TASK TO COMPLETE>
Quote the data below in full, minus the images.

SOURCE DATA>
__________________________________________________

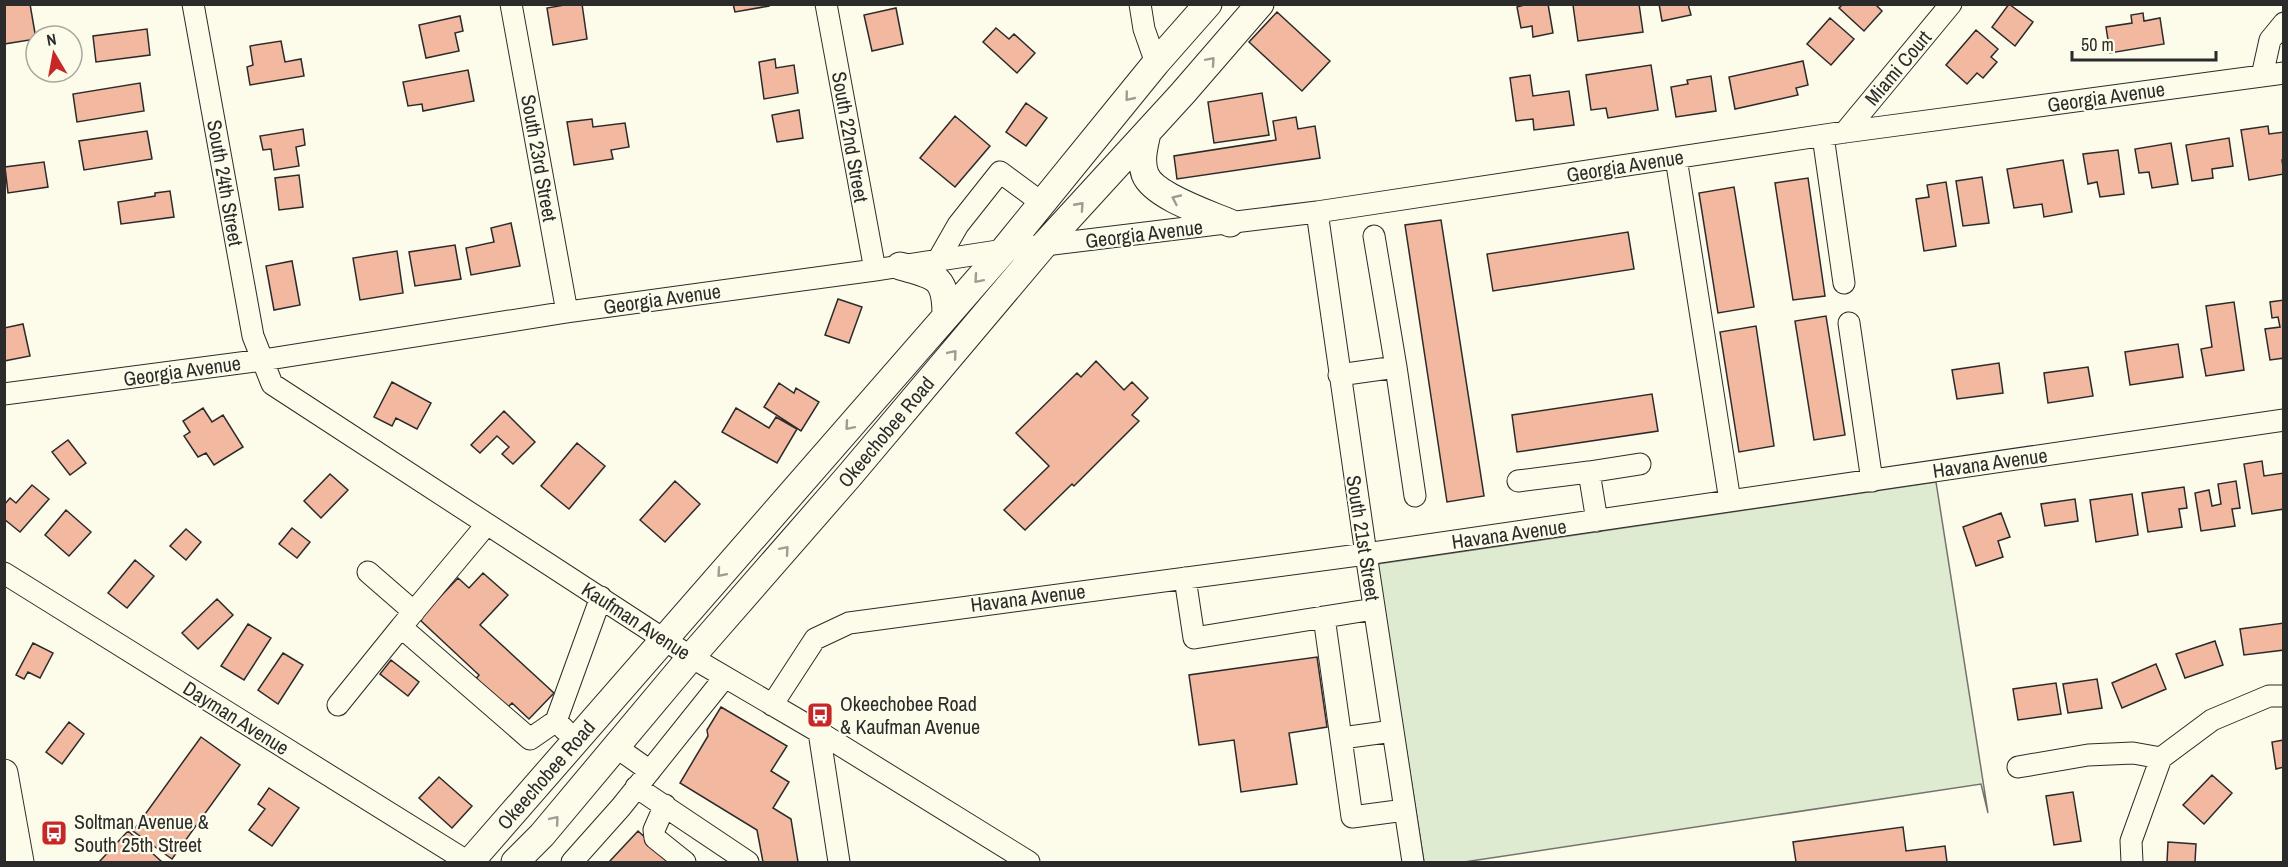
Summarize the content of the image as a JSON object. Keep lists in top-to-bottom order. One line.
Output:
{"streets":{"main road":["Okeechobee Road"],"street":["Miami Court","Georgia Avenue","South 22nd Street","South 23rd Street","South 24th Street","Havana Avenue","South 21st Street","Kaufman Avenue","Dayman Avenue"]},"crossings":[["Miami Court","Georgia Avenue"],["Georgia Avenue","South 22nd Street"],["Georgia Avenue","South 23rd Street"],["Georgia Avenue","South 24th Street"],["Georgia Avenue","Okeechobee Road"],["Georgia Avenue","South 21st Street"],["Georgia Avenue","Kaufman Avenue"],["South 24th Street","Kaufman Avenue"],["Okeechobee Road","Kaufman Avenue"],["Okeechobee Road","Dayman Avenue"],["Havana Avenue","South 21st Street"],["Havana Avenue","Kaufman Avenue"]],"places":{"bus stop":["Okeechobee Road & Kaufman Avenue","Soltman Avenue & South 25th Street"]},"scale_bar":"50 m","north":"top"}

__________________________________________________

SOLUTION TO THIS PROBLEM>
Summarize the content of the image as a JSON object. Keep lists in top-to-bottom order. One line.
Output:
{"streets":{"main road":["Okeechobee Road"],"street":["Miami Court","Georgia Avenue","South 22nd Street","South 23rd Street","South 24th Street","Havana Avenue","South 21st Street","Kaufman Avenue","Dayman Avenue"]},"crossings":[["Miami Court","Georgia Avenue"],["Georgia Avenue","South 22nd Street"],["Georgia Avenue","South 23rd Street"],["Georgia Avenue","South 24th Street"],["Georgia Avenue","Okeechobee Road"],["Georgia Avenue","South 21st Street"],["Georgia Avenue","Kaufman Avenue"],["South 24th Street","Kaufman Avenue"],["Okeechobee Road","Kaufman Avenue"],["Okeechobee Road","Dayman Avenue"],["Havana Avenue","South 21st Street"],["Havana Avenue","Kaufman Avenue"]],"places":{"bus stop":["Okeechobee Road & Kaufman Avenue","Soltman Avenue & South 25th Street"]},"scale_bar":"50 m","north":"top"}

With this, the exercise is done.